Personal information
- Full name: Karle Carder-Andrews
- Date of birth: 13 March 1989 (age 36)
- Place of birth: Feltham, England
- Height: 5 ft 11 in (1.80 m)
- Position(s): Midfielder

Youth career
- 2002–2006: Brentford

Senior career*
- Years: Team / Apps / (Gls)
- 2006–2008: Brentford / 5 / (0)
- 2007: → Margate (loan) / 3 / (0)
- 2008–2011: Egham Town / 93 / (2)
- 2011–2013: Hampton & Richmond Borough / 33 / (1)
- 2013: Chipstead / 3 / (0)
- 2013: Sandhurst Town / 10 / (8)
- 2013–2014: Hampton & Richmond Borough / 39 / (2)
- 2014–2016: Bedfont & Feltham / 29 / (8)
- 2016: Cove / 6 / (3)
- 2016–2018: Westfield (Surrey) / 74 / (41)
- 2018–2020: Hanworth Villa / 21 / (3)
- 2021–2022: Farnham Town / 6 / (2)
- 2023: Merstham / 1 / (0)
- 2024: Feltham / 15 / (1)

= Karle Carder-Andrews =

English footballer

Karle Carder-Andrews (born 13 March 1989), sometimes known as Karle Carder or Karle Andrews, is an English semi-professional footballer who plays as a midfielder.

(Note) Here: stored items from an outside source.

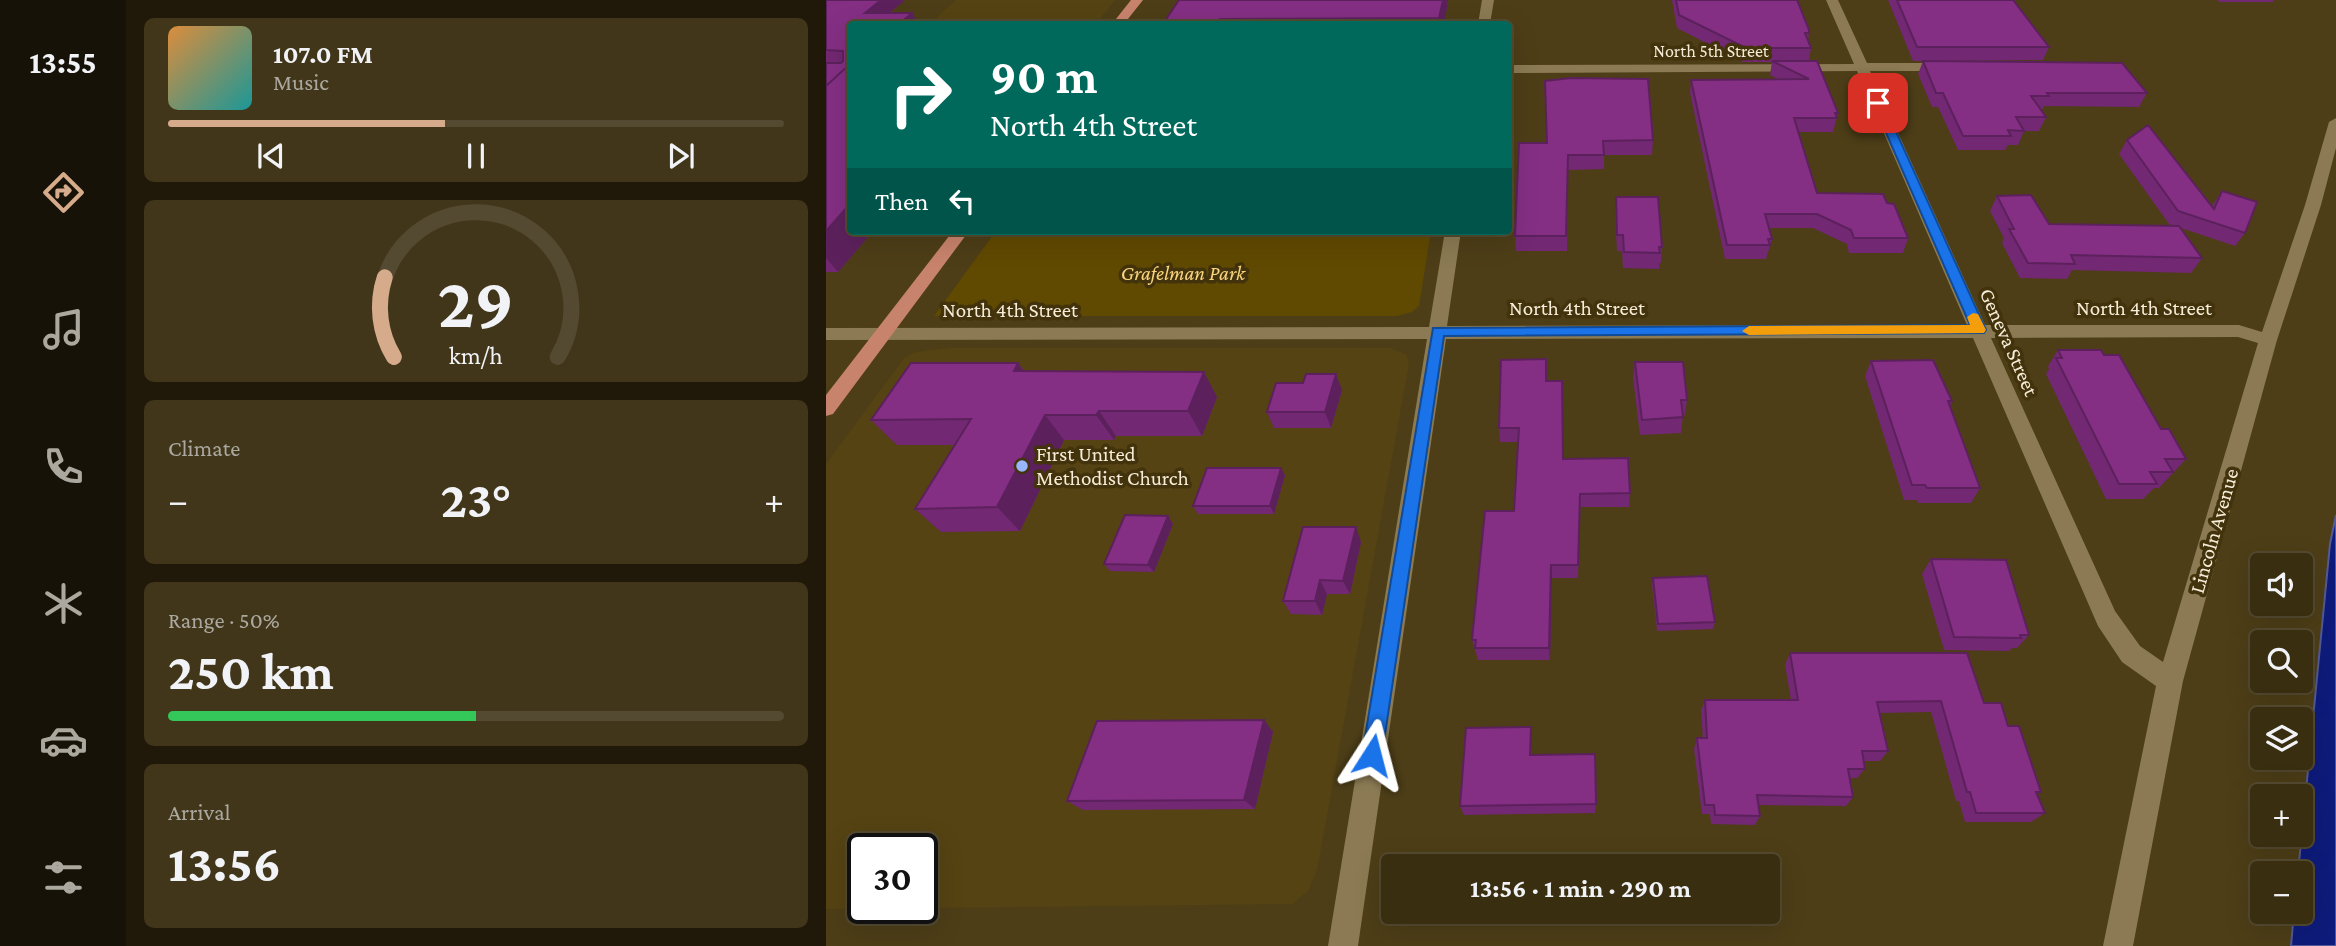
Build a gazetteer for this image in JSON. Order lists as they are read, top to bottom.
{
  "streets": {
    "street": [
      "North 5th Street",
      "North 4th Street",
      "Geneva Street",
      "Lincoln Avenue"
    ]
  },
  "crossings": [
    ["North 5th Street", "Geneva Street"],
    ["North 4th Street", "Geneva Street"],
    ["North 4th Street", "Lincoln Avenue"],
    ["Geneva Street", "Lincoln Avenue"]
  ],
  "parks": ["Grafelman Park"],
  "places": ["First United Methodist Church"],
  "page": {
    "tabs": "13:55",
    "turn": ["90 m", "North 4th Street"],
    "song": ["107.0 FM", "Music"],
    "then": "Then",
    "tile": [
      "Climate",
      ["Range · 50%", "250 km"],
      ["Arrival", "13:56"]
    ],
    "heat": ["−", "23°", "+"],
    "map_buttons": ["+", "−"],
    "limit": "30",
    "trip": "13:56 · 1 min · 290 m",
    "gauge": ["29", "km/h"]
  }
}
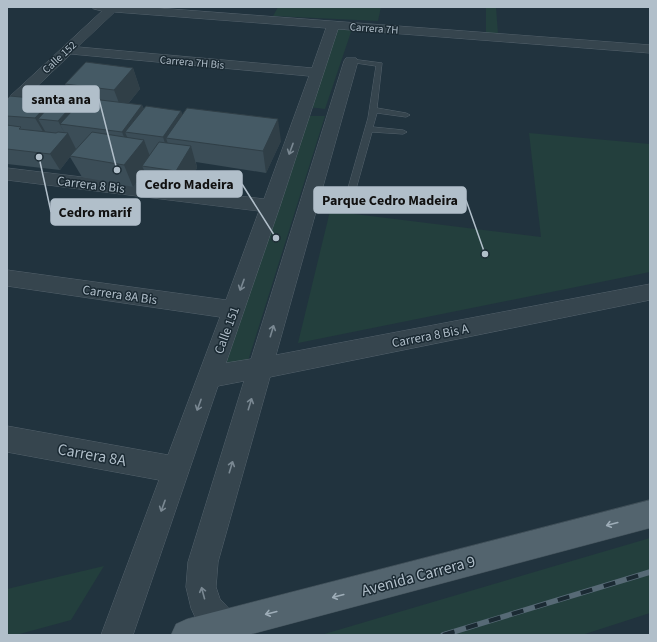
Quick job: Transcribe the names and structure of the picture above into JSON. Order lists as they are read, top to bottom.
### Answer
{
  "streets": {
    "main road": ["Avenida Carrera 9"],
    "street": [
      "Carrera 7H",
      "Calle 152",
      "Carrera 7H Bis",
      "Carrera 8 Bis",
      "Carrera 8A Bis",
      "Calle 151",
      "Carrera 8 Bis A",
      "Carrera 8A"
    ]
  },
  "crossings": [
    ["Carrera 7H", "Calle 152"],
    ["Carrera 7H", "Calle 151"],
    ["Calle 152", "Carrera 7H Bis"],
    ["Carrera 7H Bis", "Calle 151"],
    ["Carrera 8 Bis", "Calle 151"],
    ["Carrera 8A Bis", "Calle 151"],
    ["Calle 151", "Carrera 8 Bis A"],
    ["Calle 151", "Carrera 8A"]
  ],
  "one_way": ["Avenida Carrera 9"],
  "places": [
    "Cedro marif",
    "santa ana",
    "Cedro Madeira",
    "Parque Cedro Madeira"
  ]
}
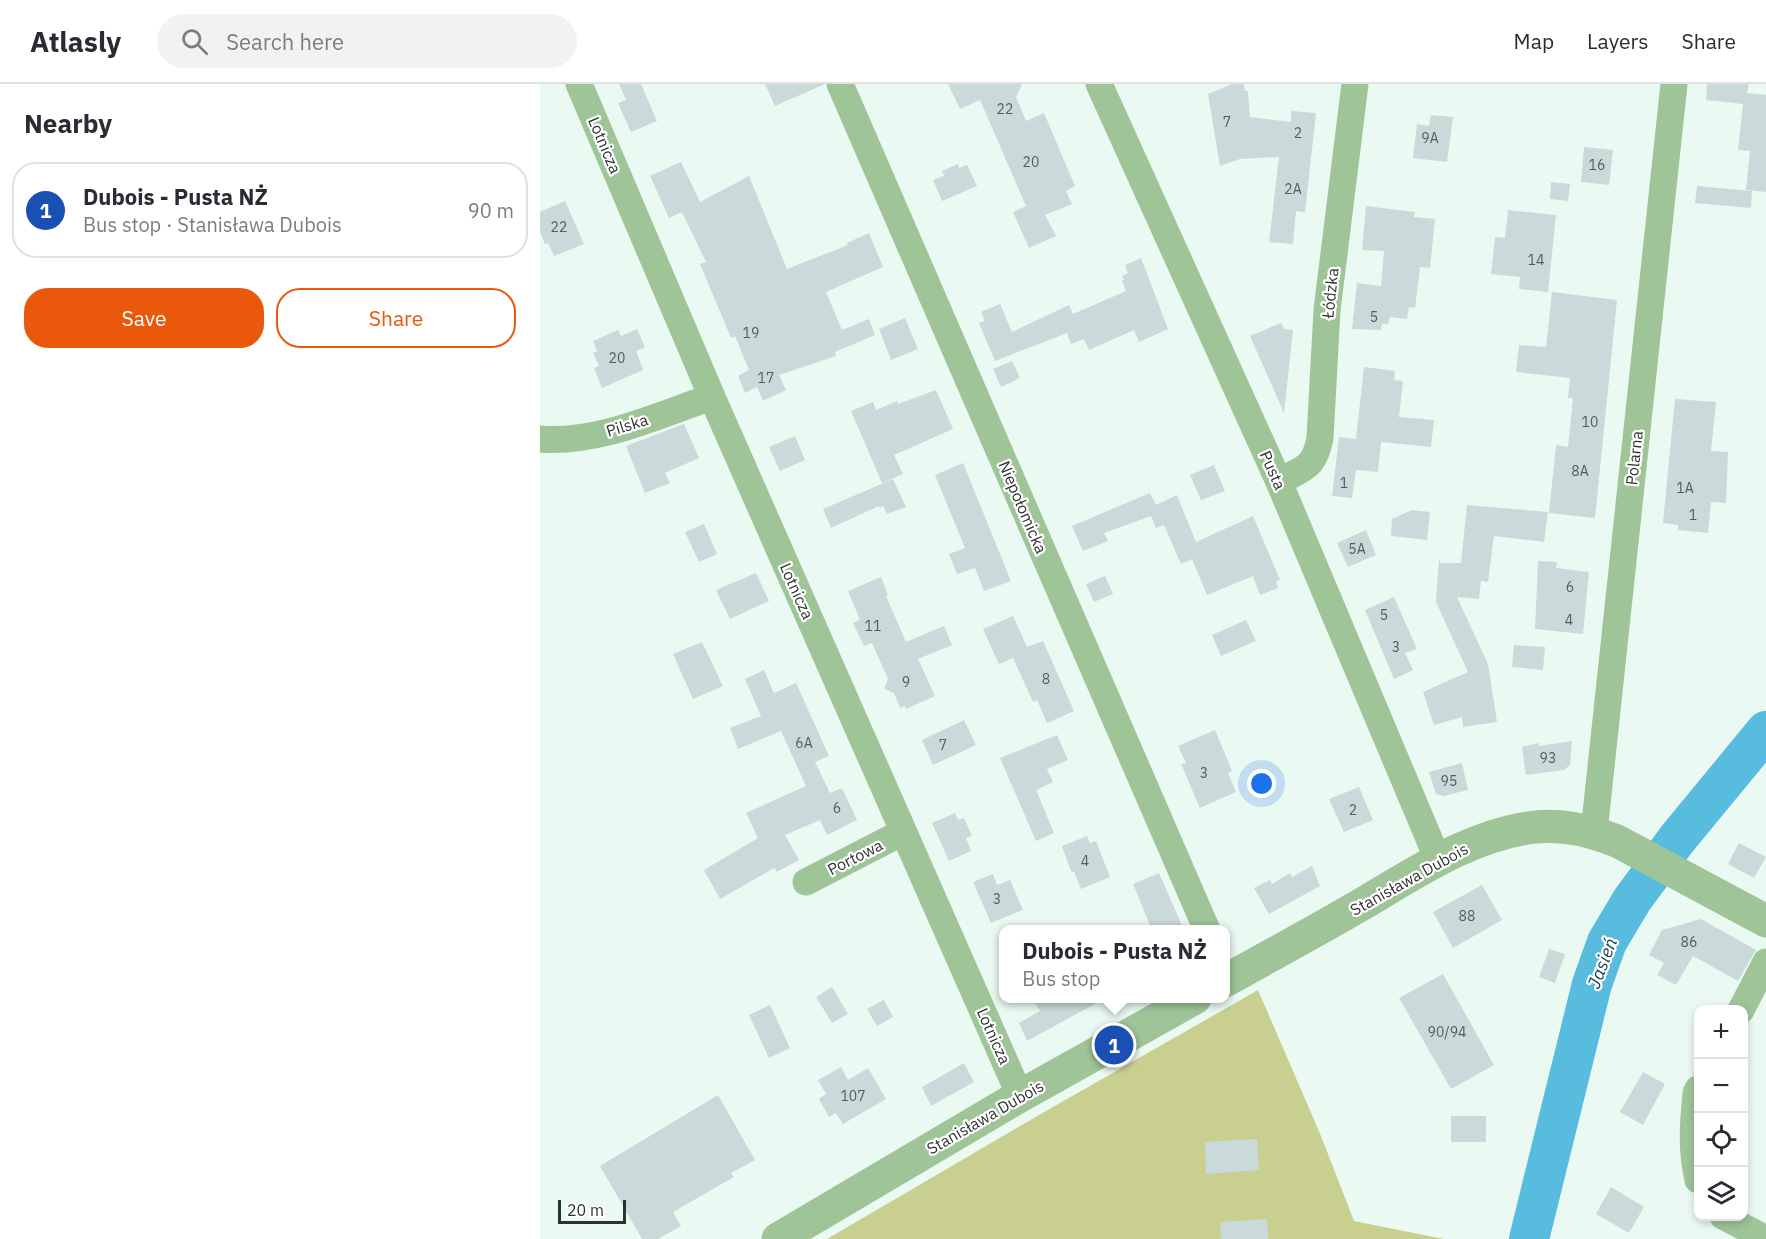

Carder-Andrews began his career in the Football League with Brentford, before dropping into non-League football upon his release in 2008.

== Career ==
=== Brentford ===
A midfielder, Carder-Andrews began his career in the Centre Of Excellence at Brentford in 2002. He was part of a Brentford youth team which beat Arsenal in the third round of the 2004–05 FA Youth Cup.

Carder-Andrews signed his first professional contract in August 2006 and received his maiden call into the first team squad for a League One match versus Leyton Orient on 9 September 2006. He made his professional debut when he replaced Karleigh Osborne after 66 minutes of the 1–1 draw. Carder-Andrews continued to receive calls into the first team squad throughout September and October and made his first start in a Football League Trophy first round match against Northampton Town on 17 October. He played the full 120 minutes of the shootout win. Following the sacking of manager Leroy Rosenior and the appointment of Scott Fitzgerald in November 2006, Carder-Andrews managed just two more substitute appearances during the 2006–07 season, which ended with the Bees suffering relegation to League Two.

Under new manager Terry Butcher, Carder-Andrews failed to receive a call into the first team squad during the 2007–08 season and he joined Isthmian League Premier Division club Margate on a one-month loan on 22 September 2007. He returned to Brentford when his loan expired, after making six appearances. Carder-Andrews was released by Brentford on 11 January 2008 and made six appearances during his 18 months as a professional.

=== Egham Town ===
Following a break from football, Carder-Andrews joined Combined Counties League Premier Division club Egham Town in August 2008. He made 40 appearances during the 2008–09 season and scored one goal. The Sarnies found their form in the 2009–10 season, finishing fourth, with Carder-Andrews making 28 appearances and scoring two goals. A mid-table season followed in 2010–11, with Carder-Andrews making 31 appearances and scoring two goals. He departed the club in October 2011, having made 99 appearances and scored five goals during just over three years at the Runnymede Stadium.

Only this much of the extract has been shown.